Exercise materials Start Marker

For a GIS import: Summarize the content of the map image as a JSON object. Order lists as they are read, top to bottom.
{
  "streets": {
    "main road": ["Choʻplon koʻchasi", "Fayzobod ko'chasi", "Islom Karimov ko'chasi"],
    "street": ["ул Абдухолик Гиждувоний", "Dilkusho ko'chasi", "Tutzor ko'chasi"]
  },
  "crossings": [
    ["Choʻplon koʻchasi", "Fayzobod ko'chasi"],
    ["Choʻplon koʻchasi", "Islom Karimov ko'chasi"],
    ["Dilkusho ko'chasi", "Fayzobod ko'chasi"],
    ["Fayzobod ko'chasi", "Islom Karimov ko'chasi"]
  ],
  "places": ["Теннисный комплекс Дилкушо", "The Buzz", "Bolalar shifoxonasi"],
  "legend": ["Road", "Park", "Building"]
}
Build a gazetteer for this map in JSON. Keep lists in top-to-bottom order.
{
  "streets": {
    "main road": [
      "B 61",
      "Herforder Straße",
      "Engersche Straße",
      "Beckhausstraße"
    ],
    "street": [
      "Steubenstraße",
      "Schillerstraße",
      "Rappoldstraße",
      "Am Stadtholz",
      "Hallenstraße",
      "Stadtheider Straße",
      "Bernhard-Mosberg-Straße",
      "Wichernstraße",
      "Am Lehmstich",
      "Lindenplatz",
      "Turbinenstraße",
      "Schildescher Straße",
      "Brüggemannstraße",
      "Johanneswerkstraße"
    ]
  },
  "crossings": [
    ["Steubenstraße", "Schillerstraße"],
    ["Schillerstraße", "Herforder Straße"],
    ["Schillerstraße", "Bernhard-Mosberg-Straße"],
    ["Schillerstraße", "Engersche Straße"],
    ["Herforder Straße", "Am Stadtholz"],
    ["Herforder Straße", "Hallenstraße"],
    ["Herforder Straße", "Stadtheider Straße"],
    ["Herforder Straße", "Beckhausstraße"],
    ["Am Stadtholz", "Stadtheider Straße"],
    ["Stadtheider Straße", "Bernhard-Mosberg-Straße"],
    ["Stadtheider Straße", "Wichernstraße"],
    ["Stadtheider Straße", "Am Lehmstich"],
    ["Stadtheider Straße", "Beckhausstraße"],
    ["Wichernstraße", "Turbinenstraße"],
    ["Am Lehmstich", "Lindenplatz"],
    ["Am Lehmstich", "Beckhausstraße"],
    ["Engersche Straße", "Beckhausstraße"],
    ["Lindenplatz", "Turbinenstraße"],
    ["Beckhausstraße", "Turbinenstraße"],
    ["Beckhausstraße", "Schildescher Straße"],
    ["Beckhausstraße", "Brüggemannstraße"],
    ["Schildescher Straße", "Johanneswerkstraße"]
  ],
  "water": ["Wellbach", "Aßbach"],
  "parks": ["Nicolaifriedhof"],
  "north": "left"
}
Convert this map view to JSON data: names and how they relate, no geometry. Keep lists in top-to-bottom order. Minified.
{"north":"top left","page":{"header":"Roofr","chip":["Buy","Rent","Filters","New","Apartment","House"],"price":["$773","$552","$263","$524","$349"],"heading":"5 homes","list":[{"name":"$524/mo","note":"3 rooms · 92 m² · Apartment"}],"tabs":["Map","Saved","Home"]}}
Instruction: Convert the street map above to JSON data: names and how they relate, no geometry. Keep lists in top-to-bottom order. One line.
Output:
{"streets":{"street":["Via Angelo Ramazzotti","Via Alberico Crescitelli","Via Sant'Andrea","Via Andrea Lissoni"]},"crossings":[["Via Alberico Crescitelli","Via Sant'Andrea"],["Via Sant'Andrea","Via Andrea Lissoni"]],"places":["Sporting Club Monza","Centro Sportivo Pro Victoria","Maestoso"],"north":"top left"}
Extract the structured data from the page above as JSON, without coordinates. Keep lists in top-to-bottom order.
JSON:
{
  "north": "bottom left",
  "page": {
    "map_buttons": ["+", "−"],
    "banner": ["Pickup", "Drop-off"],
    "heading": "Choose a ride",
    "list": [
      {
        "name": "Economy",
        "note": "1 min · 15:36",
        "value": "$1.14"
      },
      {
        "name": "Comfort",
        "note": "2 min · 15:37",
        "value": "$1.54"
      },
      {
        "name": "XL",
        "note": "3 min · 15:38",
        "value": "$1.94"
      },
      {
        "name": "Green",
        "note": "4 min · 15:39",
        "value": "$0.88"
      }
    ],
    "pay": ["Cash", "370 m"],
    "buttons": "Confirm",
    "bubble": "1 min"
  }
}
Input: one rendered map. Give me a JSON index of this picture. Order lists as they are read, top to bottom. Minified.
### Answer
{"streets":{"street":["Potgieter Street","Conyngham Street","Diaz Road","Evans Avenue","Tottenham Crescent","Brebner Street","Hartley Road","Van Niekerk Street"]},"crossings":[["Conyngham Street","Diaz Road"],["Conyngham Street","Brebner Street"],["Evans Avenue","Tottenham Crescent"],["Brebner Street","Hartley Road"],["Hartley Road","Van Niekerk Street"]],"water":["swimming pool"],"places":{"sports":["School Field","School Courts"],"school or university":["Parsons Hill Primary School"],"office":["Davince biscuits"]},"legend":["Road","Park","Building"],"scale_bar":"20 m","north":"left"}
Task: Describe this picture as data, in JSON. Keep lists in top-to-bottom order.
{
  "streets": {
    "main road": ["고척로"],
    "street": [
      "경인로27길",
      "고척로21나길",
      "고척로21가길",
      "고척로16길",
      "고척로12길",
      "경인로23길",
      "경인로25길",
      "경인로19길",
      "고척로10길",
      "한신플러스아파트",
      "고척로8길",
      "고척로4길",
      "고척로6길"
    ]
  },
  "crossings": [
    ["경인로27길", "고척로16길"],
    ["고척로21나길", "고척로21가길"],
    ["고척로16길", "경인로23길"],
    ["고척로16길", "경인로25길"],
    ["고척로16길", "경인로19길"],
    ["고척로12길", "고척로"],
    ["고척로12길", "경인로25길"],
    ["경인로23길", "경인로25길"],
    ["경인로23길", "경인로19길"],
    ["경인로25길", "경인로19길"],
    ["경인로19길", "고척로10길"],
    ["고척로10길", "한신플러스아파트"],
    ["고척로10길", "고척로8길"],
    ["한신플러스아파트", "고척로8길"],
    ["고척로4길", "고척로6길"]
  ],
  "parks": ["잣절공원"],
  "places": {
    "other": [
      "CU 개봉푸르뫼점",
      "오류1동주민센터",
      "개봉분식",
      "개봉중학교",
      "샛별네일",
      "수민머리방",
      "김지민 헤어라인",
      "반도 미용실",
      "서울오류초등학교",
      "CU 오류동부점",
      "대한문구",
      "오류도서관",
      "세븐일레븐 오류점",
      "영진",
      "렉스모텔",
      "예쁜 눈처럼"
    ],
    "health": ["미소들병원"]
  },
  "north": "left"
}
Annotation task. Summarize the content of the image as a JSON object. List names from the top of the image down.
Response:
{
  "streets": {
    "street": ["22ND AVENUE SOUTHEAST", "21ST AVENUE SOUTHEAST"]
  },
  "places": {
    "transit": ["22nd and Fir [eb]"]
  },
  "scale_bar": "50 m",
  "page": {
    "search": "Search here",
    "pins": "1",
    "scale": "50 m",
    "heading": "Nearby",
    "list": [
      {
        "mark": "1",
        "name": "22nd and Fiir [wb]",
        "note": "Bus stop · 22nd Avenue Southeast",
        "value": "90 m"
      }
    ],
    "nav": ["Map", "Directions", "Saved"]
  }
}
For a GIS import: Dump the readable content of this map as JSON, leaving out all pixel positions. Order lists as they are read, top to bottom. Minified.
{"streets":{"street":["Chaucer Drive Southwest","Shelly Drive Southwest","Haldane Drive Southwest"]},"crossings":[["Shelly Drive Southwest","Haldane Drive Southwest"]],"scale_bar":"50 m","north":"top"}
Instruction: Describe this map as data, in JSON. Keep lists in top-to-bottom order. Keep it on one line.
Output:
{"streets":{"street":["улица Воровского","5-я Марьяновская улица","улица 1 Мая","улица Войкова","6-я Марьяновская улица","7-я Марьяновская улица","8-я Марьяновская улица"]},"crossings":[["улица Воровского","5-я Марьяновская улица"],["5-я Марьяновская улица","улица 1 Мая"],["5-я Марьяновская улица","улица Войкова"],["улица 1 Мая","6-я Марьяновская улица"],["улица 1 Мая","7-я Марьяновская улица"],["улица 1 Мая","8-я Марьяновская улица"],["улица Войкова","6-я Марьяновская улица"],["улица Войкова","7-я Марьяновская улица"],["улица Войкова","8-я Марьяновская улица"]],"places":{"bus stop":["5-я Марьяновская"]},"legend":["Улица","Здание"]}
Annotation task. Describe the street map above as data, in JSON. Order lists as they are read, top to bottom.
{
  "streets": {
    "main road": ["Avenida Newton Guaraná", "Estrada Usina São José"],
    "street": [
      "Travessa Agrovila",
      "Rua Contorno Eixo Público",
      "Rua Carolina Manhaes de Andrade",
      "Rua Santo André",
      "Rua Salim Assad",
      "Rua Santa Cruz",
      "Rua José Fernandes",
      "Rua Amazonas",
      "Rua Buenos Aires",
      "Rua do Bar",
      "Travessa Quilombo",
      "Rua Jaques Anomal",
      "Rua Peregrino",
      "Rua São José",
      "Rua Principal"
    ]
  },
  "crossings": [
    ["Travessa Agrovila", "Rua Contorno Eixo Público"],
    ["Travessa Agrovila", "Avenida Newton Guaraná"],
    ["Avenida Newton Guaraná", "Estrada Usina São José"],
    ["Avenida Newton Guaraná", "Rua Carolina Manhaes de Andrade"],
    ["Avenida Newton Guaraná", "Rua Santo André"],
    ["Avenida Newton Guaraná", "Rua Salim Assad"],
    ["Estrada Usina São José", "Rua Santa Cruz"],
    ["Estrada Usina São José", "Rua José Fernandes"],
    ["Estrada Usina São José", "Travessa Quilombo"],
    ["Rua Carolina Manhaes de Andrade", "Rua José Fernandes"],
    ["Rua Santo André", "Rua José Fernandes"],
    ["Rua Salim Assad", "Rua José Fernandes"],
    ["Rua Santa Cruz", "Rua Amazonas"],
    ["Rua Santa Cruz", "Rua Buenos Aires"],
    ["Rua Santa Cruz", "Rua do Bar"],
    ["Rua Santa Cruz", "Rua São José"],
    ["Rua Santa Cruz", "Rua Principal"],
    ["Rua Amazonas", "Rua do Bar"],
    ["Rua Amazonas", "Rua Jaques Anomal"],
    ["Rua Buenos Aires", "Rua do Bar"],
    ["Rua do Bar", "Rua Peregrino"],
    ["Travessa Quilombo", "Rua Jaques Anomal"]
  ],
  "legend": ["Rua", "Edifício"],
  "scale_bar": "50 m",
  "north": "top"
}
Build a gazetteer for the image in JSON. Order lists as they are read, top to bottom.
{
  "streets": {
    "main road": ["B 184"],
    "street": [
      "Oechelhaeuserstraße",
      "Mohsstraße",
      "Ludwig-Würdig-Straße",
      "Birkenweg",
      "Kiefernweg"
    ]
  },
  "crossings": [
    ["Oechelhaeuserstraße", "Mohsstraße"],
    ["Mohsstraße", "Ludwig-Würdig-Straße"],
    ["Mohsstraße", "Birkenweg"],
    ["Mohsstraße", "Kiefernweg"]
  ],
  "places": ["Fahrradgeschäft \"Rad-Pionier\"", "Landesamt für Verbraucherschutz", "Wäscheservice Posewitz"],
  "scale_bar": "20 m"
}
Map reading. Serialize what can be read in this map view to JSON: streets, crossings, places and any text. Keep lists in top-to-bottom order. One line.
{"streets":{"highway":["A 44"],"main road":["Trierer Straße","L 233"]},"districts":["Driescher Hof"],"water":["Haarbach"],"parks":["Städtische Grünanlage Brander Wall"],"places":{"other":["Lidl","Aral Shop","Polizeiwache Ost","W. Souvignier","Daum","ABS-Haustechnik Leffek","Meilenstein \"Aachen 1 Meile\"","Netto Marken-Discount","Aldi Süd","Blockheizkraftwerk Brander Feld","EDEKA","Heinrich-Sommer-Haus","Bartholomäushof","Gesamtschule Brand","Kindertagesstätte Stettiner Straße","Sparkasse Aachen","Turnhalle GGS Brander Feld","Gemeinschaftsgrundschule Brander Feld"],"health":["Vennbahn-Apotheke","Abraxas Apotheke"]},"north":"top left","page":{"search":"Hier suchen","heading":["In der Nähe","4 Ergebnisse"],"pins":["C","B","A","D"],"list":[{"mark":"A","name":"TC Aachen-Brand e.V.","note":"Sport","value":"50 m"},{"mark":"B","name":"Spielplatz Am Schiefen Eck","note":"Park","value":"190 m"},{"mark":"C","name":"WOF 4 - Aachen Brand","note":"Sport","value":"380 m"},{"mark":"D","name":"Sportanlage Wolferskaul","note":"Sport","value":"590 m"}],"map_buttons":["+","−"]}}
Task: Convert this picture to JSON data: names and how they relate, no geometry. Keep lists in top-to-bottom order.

Exercise materials End Marker

[How to complete this task]
Which lines of the listing above hold the word "Instruction"? Copy each of them.

[Reply]
Instruction: Convert the street map above to JSON data: names and how they relate, no geometry. Keep lists in top-to-bottom order. One line.
Instruction: Describe this map as data, in JSON. Keep lists in top-to-bottom order. Keep it on one line.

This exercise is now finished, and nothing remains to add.